About this exercise. Starting at the top of the records below, write out each line exactly as it stands, stopping after the line with "Draw a box around"; exclude the pictures.

[Collection entries]
= = =
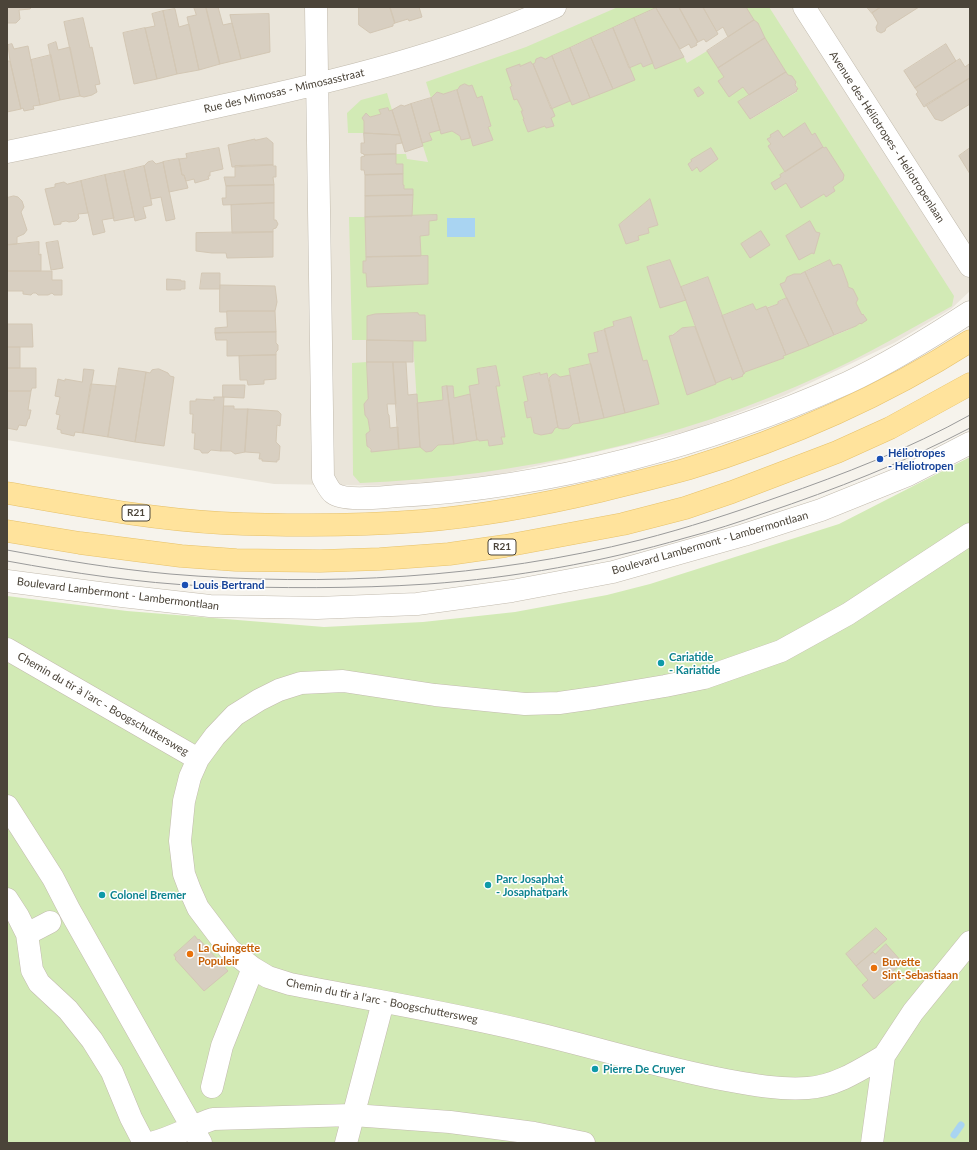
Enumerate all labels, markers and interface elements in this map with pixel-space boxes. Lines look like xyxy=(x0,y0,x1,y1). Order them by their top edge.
street label: Avenue des Héliotropes - Heliotropenlaan xyxy=(827,49,947,225)
street label: Rue des Mimosas - Mimosasstraat xyxy=(203,66,365,116)
place label: Héliotropes - Heliotropen xyxy=(888,446,953,472)
marker: Héliotropes - Heliotropen xyxy=(875,454,885,464)
road number: R21 xyxy=(122,505,150,521)
street label: Boulevard Lambermont - Lambermontlaan xyxy=(610,509,810,577)
road number: R21 xyxy=(488,539,516,555)
street label: Boulevard Lambermont - Lambermontlaan xyxy=(16,575,220,613)
place label: Louis Bertrand xyxy=(193,578,265,592)
marker: Louis Bertrand xyxy=(180,580,190,590)
street label: Chemin du tir à l'arc - Boogschuttersweg xyxy=(15,649,191,759)
place label: Cariatide - Kariatide xyxy=(669,650,720,676)
marker: Cariatide - Kariatide xyxy=(656,658,666,668)
place label: Parc Josaphat - Josaphatpark xyxy=(496,872,568,898)
marker: Parc Josaphat - Josaphatpark xyxy=(483,880,493,890)
place label: Colonel Bremer xyxy=(110,888,186,902)
marker: Colonel Bremer xyxy=(97,890,107,900)
place label: La Guingette Populeir xyxy=(198,941,260,967)
marker: La Guingette Populeir xyxy=(185,949,195,959)
place label: Buvette Sint-Sebastiaan xyxy=(882,955,958,981)
marker: Buvette Sint-Sebastiaan xyxy=(869,963,879,973)
street label: Chemin du tir à l'arc - Boogschuttersweg xyxy=(285,976,479,1026)
place label: Pierre De Cruyer xyxy=(603,1062,685,1076)
marker: Pierre De Cruyer xyxy=(590,1064,600,1074)

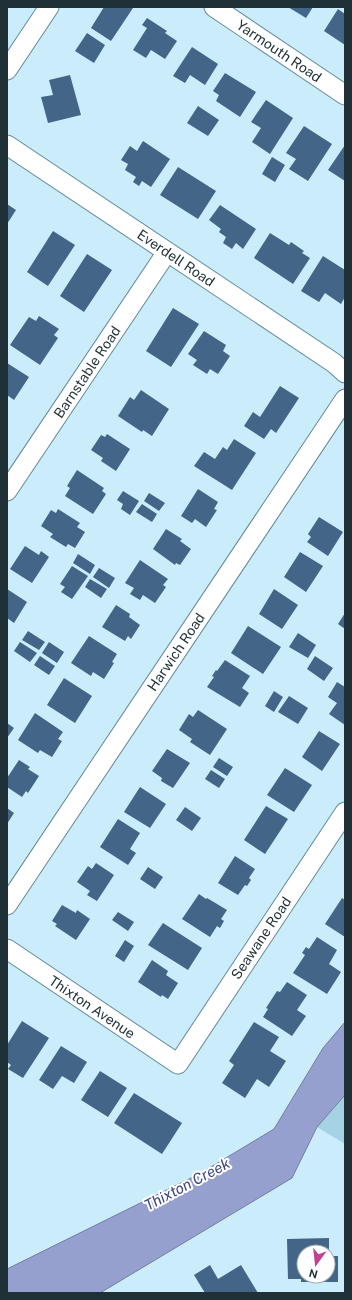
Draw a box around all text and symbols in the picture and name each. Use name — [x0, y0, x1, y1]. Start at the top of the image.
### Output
street label: Yarmouth Road — [233, 17, 325, 85]
street label: Everdell Road — [134, 226, 218, 290]
street label: Barnstable Road — [50, 323, 124, 421]
street label: Harwich Road — [144, 610, 208, 694]
street label: Seawane Road — [228, 894, 294, 982]
street label: Thixton Avenue — [46, 972, 138, 1042]
water label: Thixton Creek — [142, 1154, 233, 1214]
north arrow — [296, 1244, 336, 1284]
text: N — [308, 1267, 319, 1281]

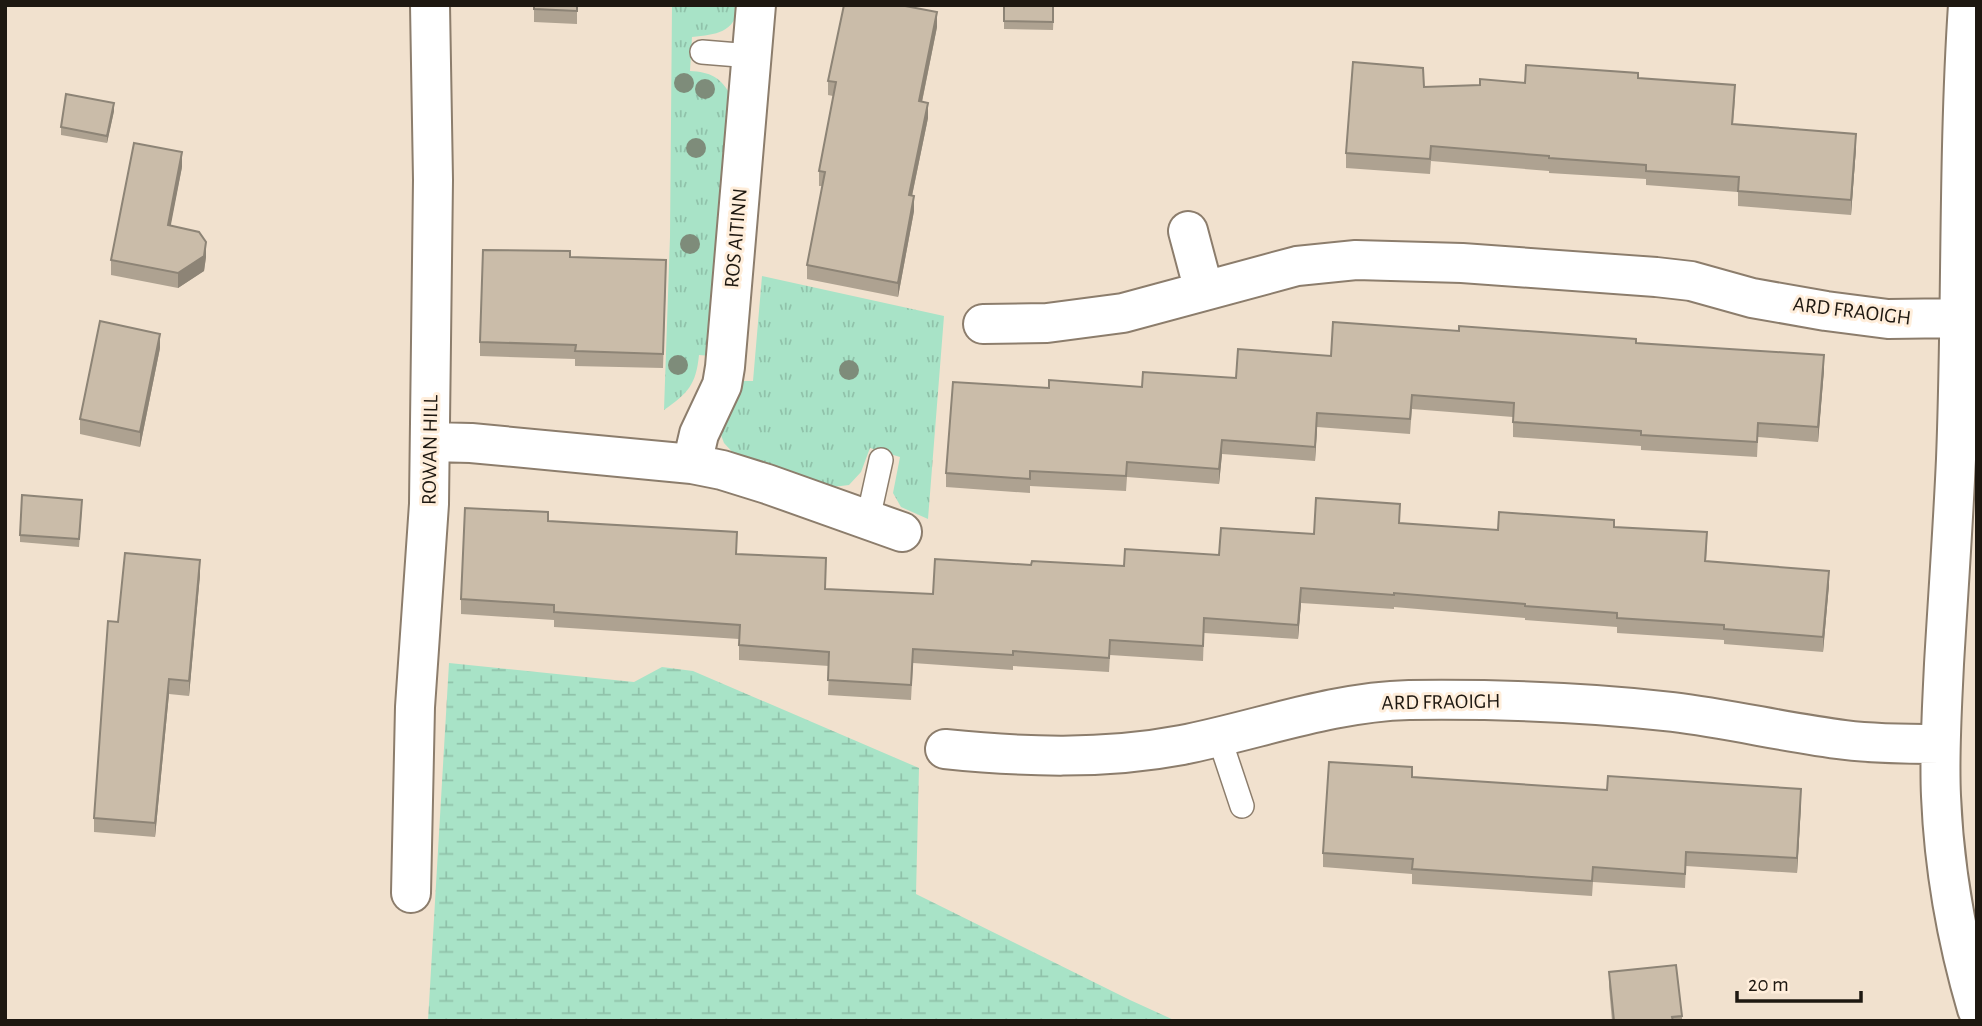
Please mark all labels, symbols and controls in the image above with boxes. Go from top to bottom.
= = =
Final answer.
Enumerate all labels, markers and interface elements in this map with pixel-space boxes. Lines look like xyxy=(x0,y0,x1,y1). Order them by their top edge.
street label: Avenue des Héliotropes - Heliotropenlaan xyxy=(827,49,947,225)
street label: Rue des Mimosas - Mimosasstraat xyxy=(203,66,365,116)
place label: Héliotropes - Heliotropen xyxy=(888,446,953,472)
marker: Héliotropes - Heliotropen xyxy=(875,454,885,464)
road number: R21 xyxy=(122,505,150,521)
street label: Boulevard Lambermont - Lambermontlaan xyxy=(610,509,810,577)
road number: R21 xyxy=(488,539,516,555)
street label: Boulevard Lambermont - Lambermontlaan xyxy=(16,575,220,613)
place label: Louis Bertrand xyxy=(193,578,265,592)
marker: Louis Bertrand xyxy=(180,580,190,590)
street label: Chemin du tir à l'arc - Boogschuttersweg xyxy=(15,649,191,759)
place label: Cariatide - Kariatide xyxy=(669,650,720,676)
marker: Cariatide - Kariatide xyxy=(656,658,666,668)
place label: Parc Josaphat - Josaphatpark xyxy=(496,872,568,898)
marker: Parc Josaphat - Josaphatpark xyxy=(483,880,493,890)
place label: Colonel Bremer xyxy=(110,888,186,902)
marker: Colonel Bremer xyxy=(97,890,107,900)
place label: La Guingette Populeir xyxy=(198,941,260,967)
marker: La Guingette Populeir xyxy=(185,949,195,959)
place label: Buvette Sint-Sebastiaan xyxy=(882,955,958,981)
marker: Buvette Sint-Sebastiaan xyxy=(869,963,879,973)
street label: Chemin du tir à l'arc - Boogschuttersweg xyxy=(285,976,479,1026)
place label: Pierre De Cruyer xyxy=(603,1062,685,1076)
marker: Pierre De Cruyer xyxy=(590,1064,600,1074)

Draw a box around all text and symbols in the picture and name each. Use name — [x0, y0, x1, y1]. Start at the top of the image.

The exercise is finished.